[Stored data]
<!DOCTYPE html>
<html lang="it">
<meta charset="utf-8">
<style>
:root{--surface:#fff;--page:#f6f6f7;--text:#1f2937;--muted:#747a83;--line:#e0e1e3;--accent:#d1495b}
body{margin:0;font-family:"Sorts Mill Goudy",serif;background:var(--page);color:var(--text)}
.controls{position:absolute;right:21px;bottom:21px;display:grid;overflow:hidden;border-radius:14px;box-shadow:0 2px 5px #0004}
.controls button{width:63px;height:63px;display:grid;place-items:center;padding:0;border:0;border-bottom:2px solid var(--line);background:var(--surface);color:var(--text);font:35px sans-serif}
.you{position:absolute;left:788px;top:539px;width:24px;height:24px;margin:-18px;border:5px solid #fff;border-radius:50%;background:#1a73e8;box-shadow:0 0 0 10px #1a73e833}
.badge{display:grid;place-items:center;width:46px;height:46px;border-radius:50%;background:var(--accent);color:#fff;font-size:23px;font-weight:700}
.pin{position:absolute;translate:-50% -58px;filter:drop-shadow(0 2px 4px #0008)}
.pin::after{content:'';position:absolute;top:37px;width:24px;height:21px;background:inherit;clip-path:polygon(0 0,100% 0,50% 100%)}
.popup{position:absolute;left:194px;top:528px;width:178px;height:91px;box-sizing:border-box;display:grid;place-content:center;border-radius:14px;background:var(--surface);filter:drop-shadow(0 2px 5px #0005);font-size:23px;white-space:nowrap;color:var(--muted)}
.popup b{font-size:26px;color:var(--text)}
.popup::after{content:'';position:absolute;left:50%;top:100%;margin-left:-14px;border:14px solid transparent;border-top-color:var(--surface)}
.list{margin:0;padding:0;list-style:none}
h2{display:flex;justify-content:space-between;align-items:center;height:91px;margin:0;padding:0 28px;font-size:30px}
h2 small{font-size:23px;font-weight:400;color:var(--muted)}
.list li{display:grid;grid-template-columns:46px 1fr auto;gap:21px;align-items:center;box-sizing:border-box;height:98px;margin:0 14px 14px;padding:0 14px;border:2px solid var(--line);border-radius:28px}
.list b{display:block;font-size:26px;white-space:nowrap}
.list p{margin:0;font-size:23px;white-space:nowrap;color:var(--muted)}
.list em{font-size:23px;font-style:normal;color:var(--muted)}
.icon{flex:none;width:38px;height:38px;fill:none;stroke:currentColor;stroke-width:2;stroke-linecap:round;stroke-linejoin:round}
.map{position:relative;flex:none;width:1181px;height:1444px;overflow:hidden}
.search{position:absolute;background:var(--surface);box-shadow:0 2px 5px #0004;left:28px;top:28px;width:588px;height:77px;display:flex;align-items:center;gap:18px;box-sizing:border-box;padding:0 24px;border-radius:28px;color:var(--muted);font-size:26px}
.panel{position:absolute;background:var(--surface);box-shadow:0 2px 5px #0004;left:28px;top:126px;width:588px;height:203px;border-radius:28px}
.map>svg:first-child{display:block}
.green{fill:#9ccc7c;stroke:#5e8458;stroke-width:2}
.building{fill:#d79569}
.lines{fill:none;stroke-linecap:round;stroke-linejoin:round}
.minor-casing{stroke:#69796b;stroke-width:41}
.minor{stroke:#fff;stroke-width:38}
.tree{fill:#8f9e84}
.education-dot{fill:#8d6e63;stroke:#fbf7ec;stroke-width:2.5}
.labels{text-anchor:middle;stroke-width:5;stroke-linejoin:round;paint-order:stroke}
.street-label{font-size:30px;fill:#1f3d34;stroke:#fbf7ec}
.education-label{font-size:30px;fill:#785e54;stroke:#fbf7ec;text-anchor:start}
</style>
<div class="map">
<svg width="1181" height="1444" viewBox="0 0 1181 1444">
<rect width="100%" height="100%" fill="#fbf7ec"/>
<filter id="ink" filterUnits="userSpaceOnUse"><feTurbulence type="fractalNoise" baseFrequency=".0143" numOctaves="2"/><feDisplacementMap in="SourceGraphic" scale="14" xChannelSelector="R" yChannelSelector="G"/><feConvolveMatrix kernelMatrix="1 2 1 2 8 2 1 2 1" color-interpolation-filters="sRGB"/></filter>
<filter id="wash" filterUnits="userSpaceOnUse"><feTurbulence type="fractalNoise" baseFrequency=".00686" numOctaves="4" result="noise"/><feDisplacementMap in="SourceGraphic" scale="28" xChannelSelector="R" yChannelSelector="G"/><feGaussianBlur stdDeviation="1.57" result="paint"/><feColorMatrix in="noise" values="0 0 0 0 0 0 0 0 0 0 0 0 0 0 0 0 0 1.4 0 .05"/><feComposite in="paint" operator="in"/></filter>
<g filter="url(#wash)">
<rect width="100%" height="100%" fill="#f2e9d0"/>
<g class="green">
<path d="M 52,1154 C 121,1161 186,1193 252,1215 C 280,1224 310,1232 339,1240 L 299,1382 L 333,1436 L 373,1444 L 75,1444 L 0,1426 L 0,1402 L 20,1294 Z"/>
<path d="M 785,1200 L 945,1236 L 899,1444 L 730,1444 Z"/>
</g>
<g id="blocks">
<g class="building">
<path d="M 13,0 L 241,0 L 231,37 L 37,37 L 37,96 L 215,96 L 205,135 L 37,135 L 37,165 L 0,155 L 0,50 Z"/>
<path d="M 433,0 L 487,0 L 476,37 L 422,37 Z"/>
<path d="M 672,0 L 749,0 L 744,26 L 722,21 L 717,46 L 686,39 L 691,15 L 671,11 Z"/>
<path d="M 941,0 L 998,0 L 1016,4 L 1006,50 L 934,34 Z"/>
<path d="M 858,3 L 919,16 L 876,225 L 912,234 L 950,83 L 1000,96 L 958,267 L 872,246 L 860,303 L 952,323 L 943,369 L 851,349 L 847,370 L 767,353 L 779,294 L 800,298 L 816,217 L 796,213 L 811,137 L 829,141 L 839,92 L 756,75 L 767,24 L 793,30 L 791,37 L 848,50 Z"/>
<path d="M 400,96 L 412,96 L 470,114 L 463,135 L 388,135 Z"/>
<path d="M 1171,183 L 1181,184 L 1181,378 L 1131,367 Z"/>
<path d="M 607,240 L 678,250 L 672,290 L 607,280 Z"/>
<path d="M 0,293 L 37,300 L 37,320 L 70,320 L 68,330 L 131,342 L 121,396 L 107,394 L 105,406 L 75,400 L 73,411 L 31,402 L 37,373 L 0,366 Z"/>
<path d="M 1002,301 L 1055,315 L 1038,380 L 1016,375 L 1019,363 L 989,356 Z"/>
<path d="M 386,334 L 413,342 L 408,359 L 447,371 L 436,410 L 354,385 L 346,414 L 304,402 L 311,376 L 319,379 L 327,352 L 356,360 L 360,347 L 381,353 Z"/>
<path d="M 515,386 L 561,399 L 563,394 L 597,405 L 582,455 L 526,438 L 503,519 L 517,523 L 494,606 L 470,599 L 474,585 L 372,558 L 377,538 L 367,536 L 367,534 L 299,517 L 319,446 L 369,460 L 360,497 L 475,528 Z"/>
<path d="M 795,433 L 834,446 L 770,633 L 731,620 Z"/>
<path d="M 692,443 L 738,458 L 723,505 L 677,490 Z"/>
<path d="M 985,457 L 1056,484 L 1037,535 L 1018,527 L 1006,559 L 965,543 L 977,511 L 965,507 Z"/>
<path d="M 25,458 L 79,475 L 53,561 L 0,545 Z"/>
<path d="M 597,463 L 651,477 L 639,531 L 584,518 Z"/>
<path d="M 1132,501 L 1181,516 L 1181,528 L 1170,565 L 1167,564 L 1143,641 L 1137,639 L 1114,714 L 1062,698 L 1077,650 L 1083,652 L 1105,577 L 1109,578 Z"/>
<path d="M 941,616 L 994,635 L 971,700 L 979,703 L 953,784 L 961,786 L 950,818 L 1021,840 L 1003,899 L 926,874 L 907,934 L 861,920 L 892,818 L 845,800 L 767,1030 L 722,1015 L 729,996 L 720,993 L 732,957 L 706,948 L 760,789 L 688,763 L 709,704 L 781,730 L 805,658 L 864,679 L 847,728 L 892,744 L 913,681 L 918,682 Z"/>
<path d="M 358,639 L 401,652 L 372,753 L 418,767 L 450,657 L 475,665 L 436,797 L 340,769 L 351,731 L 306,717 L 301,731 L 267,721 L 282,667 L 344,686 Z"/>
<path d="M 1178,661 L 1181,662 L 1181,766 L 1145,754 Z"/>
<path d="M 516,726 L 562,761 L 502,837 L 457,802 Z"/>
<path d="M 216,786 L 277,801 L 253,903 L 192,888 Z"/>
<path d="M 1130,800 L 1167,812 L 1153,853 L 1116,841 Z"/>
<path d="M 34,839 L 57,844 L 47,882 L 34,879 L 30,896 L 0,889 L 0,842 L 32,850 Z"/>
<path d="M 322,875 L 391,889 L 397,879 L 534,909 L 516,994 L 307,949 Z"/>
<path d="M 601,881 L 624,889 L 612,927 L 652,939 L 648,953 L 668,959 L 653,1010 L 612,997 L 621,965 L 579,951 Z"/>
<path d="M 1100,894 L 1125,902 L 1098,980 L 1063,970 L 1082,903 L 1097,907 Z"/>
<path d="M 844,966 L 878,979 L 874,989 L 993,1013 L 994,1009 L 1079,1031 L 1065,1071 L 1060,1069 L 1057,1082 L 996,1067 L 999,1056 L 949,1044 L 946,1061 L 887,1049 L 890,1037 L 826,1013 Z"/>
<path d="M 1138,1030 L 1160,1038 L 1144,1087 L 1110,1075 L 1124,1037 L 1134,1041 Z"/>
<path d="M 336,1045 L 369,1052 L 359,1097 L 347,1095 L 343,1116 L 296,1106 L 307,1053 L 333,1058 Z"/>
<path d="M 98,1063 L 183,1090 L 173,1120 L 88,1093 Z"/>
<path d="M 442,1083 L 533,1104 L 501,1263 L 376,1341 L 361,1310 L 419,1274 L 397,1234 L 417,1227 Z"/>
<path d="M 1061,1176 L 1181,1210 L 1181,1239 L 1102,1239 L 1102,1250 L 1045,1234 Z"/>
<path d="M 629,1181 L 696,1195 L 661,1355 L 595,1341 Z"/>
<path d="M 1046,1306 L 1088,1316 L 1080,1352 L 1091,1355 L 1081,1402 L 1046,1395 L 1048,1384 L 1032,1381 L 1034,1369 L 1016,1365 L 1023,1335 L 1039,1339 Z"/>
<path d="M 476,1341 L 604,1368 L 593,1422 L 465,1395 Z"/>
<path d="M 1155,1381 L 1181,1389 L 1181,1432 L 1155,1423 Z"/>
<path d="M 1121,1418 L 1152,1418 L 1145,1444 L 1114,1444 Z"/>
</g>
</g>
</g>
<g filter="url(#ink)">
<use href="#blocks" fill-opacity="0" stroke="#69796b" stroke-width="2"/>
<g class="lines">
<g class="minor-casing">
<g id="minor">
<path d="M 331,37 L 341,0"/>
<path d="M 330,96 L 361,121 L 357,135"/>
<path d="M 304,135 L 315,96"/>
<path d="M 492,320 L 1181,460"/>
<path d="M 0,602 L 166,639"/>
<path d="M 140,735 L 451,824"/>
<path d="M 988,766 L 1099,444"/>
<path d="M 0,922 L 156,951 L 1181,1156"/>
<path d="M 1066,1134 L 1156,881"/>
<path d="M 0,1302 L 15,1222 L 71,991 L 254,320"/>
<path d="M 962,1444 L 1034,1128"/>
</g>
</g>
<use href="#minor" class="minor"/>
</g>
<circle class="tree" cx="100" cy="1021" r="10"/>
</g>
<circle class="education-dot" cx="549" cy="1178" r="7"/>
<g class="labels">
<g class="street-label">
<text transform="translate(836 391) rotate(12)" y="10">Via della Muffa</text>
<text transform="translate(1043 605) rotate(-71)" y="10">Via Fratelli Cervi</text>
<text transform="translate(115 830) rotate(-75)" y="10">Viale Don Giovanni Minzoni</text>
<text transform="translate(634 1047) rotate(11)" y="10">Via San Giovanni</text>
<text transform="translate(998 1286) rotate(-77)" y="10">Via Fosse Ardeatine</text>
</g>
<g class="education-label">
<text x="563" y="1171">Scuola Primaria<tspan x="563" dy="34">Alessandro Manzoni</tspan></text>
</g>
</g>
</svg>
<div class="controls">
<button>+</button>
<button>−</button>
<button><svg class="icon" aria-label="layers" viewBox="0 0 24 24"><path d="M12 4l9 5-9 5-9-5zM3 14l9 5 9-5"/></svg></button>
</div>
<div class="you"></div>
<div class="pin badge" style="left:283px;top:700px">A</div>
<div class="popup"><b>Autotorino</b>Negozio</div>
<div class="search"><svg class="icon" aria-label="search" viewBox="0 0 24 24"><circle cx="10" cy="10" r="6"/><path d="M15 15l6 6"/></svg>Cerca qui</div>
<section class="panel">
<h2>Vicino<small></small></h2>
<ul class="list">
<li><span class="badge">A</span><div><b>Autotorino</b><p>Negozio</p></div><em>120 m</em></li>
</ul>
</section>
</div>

Problem
Going through the records above, count the lines that include the word "popup". Give the number alone.

Task response
4